The strategy should also involve a humanitarian response–that is distinct from the political and diplomatic strategy- that complies with international law and the Geneva convention protocols, and that it is both neutral, apolitical and targeting those most in need.

Our unwavering support to the Venezuelan people in this critical moment, reinforces who we are as a country and what works when we use development and diplomacy to support stability and prosperity around the globe.

We are not passive in response to great suffering. Americans everywhere, from all faiths, are not idle when we see despair and trauma at this scale, when so many innocent lives are on the line. From local church groups, to philanthropy, to our support for U.S. government aid, when we see suffering, we do our part to help. We have been watching the demise of a great nation for over a decade. As humanitarian conditions reach crisis level, we can and must step up our response, consistent with our values as a free, prosperous and generous people.

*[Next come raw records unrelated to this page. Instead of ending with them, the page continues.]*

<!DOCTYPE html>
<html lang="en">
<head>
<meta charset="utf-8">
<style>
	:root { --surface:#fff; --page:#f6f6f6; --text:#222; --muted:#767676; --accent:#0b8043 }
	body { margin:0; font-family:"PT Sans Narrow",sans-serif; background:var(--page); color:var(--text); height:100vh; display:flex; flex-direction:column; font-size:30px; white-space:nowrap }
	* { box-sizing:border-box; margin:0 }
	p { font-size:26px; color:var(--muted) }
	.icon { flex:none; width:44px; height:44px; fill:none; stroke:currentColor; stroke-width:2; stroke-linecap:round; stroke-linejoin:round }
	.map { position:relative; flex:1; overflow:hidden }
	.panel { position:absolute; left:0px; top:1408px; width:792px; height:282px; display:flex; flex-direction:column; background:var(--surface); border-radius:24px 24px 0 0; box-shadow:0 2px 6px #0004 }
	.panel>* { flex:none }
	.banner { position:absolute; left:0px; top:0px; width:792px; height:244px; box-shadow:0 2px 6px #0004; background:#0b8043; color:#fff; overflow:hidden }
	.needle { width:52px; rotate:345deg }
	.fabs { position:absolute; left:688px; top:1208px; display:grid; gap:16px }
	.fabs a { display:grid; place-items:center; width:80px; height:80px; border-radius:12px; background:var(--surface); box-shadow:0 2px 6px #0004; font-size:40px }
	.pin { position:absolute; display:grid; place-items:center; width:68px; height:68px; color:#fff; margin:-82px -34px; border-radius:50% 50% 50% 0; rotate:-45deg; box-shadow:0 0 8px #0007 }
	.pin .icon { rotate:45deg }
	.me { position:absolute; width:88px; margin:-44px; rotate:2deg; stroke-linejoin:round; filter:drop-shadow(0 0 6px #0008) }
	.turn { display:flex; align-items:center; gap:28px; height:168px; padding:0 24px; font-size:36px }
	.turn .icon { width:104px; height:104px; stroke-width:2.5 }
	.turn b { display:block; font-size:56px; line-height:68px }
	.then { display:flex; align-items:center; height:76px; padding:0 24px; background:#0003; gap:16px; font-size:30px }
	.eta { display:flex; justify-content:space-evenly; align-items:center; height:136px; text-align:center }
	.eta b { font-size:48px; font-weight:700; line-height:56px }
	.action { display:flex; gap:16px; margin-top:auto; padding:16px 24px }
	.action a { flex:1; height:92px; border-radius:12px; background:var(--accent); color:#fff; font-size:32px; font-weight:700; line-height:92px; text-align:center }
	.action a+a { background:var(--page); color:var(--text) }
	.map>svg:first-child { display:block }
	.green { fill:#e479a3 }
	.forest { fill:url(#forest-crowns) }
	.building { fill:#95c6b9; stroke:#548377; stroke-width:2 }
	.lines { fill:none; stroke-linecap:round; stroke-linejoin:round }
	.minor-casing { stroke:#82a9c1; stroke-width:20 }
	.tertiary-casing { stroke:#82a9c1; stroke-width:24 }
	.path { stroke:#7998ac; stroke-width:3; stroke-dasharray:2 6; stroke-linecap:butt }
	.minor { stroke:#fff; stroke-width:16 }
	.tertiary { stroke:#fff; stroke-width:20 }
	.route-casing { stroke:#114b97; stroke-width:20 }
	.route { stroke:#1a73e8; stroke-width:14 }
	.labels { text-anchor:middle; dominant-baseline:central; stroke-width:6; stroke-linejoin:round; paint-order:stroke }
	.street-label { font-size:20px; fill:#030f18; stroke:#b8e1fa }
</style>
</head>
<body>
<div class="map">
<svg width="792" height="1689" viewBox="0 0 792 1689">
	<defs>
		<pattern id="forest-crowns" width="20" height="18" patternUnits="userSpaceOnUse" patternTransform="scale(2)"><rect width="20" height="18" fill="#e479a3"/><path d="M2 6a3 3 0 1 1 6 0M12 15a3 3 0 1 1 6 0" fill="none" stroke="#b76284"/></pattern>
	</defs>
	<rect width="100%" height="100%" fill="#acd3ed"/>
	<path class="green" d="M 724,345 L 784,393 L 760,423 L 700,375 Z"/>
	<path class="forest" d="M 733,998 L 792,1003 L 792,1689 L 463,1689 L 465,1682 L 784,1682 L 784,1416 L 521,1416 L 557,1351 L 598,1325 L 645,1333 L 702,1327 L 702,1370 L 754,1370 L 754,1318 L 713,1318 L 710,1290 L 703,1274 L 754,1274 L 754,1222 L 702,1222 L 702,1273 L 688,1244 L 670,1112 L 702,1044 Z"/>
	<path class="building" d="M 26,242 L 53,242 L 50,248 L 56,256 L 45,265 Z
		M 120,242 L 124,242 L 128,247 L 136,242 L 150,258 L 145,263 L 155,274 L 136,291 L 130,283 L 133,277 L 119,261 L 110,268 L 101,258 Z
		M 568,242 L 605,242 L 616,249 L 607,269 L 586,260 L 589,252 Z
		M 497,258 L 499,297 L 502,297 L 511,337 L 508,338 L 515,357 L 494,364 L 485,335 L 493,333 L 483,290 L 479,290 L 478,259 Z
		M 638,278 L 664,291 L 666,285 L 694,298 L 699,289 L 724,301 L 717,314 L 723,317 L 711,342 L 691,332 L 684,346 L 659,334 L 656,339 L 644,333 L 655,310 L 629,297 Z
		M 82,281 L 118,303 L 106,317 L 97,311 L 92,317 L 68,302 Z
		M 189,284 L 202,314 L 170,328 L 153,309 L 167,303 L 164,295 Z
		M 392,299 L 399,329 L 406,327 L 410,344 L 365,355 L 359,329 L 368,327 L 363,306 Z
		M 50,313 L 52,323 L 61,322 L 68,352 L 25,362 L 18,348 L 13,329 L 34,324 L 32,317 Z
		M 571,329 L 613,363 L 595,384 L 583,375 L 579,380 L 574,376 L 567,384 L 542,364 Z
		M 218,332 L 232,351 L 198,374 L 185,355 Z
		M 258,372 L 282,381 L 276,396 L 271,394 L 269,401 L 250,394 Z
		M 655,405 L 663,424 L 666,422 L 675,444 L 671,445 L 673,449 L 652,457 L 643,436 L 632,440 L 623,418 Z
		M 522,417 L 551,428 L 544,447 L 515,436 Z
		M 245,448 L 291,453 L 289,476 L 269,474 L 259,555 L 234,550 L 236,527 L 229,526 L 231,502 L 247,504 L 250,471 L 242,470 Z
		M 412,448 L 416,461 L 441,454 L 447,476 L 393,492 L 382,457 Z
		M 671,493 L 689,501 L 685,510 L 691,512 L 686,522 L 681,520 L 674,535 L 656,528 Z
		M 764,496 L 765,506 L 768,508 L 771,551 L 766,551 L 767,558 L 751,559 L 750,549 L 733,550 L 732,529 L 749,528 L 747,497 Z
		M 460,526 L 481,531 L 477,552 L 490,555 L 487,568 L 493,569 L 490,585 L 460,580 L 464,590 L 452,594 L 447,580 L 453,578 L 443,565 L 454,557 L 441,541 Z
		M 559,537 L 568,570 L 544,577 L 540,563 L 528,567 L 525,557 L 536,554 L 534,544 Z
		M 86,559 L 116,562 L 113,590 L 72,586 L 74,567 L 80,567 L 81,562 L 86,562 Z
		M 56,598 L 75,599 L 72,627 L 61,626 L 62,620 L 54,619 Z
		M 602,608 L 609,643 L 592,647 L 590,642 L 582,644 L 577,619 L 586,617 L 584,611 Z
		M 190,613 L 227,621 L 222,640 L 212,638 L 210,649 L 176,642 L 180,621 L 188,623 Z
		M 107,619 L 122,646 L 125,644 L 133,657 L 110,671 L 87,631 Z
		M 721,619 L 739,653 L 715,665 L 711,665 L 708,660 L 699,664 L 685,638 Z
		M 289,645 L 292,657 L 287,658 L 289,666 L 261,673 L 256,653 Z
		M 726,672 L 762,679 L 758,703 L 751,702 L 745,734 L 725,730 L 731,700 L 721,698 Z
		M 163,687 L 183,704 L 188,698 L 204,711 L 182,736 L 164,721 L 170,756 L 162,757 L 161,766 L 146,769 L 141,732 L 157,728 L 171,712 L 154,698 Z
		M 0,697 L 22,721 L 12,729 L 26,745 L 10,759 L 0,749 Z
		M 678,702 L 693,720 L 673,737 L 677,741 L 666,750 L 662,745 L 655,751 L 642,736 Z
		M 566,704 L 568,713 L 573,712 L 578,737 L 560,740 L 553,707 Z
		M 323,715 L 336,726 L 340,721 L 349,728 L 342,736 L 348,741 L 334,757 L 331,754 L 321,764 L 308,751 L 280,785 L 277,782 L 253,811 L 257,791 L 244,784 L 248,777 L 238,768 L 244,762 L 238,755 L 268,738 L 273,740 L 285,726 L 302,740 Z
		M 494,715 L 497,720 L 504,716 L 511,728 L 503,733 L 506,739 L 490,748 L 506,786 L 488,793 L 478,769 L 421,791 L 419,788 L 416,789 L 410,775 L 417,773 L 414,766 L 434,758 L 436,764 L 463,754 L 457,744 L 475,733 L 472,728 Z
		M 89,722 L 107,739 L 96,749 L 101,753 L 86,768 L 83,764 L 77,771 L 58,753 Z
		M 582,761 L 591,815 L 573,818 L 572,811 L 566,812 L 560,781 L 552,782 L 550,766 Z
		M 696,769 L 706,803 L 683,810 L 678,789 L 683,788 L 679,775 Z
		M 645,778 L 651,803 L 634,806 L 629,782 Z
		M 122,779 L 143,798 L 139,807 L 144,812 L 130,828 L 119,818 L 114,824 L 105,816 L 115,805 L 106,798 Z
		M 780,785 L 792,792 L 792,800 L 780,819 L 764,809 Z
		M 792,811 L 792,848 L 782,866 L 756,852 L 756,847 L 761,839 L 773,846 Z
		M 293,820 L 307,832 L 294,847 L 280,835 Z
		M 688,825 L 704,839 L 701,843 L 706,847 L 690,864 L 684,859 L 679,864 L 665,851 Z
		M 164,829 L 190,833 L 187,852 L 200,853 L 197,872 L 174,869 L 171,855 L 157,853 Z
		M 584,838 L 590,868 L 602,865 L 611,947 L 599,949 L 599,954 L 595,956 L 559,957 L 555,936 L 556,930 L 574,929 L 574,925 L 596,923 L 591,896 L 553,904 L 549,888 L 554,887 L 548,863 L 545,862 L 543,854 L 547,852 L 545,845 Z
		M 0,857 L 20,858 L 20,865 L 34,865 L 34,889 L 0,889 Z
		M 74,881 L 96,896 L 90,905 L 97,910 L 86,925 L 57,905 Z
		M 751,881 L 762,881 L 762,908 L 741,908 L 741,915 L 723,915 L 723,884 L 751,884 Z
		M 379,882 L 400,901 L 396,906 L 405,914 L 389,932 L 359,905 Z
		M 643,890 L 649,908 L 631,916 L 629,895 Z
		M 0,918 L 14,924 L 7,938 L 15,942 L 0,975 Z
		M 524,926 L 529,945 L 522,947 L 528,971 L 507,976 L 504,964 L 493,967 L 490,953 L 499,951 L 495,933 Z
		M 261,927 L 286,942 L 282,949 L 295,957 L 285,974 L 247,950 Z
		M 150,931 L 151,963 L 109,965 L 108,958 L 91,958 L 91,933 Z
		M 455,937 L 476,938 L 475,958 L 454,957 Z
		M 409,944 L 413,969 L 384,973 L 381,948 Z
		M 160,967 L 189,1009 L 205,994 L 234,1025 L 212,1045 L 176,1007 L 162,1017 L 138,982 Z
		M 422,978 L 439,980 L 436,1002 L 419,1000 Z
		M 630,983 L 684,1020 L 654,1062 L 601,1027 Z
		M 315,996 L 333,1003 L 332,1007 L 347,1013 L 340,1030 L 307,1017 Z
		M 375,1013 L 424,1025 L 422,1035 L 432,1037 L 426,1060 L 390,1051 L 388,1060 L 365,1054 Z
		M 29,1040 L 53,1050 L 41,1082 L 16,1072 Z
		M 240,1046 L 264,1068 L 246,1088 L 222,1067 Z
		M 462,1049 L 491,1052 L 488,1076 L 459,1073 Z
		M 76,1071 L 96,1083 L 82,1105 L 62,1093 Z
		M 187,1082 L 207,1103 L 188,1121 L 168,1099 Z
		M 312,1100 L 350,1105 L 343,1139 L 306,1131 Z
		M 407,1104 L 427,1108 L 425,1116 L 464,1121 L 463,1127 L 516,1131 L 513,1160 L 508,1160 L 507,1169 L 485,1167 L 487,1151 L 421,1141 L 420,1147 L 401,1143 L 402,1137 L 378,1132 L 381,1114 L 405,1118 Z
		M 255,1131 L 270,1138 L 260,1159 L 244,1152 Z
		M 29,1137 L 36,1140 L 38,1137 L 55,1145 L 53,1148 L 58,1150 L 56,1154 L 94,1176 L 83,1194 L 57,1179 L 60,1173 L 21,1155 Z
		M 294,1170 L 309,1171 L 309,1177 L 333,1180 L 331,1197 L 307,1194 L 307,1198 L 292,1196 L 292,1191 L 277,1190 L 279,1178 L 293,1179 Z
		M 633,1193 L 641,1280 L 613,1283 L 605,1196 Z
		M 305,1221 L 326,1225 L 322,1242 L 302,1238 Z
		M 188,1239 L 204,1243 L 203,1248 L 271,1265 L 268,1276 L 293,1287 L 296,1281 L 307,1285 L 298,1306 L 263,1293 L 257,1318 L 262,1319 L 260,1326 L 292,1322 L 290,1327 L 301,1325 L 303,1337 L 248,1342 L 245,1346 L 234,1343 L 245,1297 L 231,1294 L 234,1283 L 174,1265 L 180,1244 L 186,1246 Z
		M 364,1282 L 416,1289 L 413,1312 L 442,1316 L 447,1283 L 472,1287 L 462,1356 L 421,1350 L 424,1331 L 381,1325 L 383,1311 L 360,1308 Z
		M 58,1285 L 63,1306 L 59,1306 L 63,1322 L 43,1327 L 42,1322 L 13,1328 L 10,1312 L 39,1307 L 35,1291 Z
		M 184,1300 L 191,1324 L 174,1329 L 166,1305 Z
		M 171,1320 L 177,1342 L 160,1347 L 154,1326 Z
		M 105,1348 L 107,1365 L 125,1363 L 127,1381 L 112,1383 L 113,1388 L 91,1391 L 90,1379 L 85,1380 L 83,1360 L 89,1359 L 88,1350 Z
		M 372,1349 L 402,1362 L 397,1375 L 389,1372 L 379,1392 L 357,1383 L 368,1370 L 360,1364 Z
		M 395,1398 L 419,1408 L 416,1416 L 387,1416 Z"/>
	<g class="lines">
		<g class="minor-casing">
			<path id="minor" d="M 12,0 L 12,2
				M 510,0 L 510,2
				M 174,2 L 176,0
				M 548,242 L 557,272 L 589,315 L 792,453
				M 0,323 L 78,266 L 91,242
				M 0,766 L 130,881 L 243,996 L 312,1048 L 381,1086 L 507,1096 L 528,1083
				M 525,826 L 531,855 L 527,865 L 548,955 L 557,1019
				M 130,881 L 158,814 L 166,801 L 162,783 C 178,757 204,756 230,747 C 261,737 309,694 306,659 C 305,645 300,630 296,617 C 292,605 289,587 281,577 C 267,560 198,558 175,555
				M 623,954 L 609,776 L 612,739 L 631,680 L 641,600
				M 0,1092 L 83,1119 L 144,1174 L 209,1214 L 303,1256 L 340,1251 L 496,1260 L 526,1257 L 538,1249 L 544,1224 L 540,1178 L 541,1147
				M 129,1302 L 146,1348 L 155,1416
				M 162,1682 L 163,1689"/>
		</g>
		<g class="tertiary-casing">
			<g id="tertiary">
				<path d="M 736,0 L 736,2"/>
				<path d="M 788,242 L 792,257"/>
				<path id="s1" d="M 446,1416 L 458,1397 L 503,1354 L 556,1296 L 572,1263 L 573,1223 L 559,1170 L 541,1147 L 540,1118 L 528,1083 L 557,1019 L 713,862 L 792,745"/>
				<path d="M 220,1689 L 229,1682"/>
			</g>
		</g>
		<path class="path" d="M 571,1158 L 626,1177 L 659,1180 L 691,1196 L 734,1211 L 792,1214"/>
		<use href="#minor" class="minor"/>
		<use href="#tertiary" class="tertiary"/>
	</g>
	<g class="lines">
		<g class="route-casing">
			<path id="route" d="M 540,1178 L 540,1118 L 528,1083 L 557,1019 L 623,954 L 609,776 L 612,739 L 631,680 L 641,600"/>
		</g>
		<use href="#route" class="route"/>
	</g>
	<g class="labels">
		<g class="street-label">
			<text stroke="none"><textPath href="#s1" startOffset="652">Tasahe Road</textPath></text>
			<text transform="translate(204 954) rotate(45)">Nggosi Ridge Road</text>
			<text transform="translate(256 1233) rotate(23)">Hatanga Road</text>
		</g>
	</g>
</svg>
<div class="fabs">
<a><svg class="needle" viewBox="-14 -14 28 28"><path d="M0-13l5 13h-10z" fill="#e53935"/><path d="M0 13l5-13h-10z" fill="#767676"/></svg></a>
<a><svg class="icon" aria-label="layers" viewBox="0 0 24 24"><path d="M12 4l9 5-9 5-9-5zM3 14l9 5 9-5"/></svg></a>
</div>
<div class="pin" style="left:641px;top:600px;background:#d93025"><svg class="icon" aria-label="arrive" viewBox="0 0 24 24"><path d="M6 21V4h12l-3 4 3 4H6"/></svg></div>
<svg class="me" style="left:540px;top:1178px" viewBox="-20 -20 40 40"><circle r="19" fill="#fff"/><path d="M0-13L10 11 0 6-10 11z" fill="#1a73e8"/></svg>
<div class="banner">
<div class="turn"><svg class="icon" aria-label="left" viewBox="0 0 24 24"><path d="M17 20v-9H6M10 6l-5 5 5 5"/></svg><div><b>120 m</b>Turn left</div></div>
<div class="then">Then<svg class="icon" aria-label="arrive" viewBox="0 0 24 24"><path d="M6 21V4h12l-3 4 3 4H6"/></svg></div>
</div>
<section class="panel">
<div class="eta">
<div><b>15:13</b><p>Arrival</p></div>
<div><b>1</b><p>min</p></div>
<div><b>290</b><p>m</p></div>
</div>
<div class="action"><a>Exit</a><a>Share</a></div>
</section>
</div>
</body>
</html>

We believe, and history has proven us right, that the security and stability of our neighbors makes us more prosperous. The crisis in Venezuela creates health, security, and geopolitical risks for the whole continent. We are stronger and wiser when we work with others. The challenges for Venezuela are and will be great, and will require the commitment, ingenuity and action of the multilateral coalition that has gained incredible momentum. The U.S. should act in concert with other countries.

I wish to sincerely thank the Subcommittee for your focus on the Venezuelan crisis and the humanitarian response and extending me the privilege of testifying today.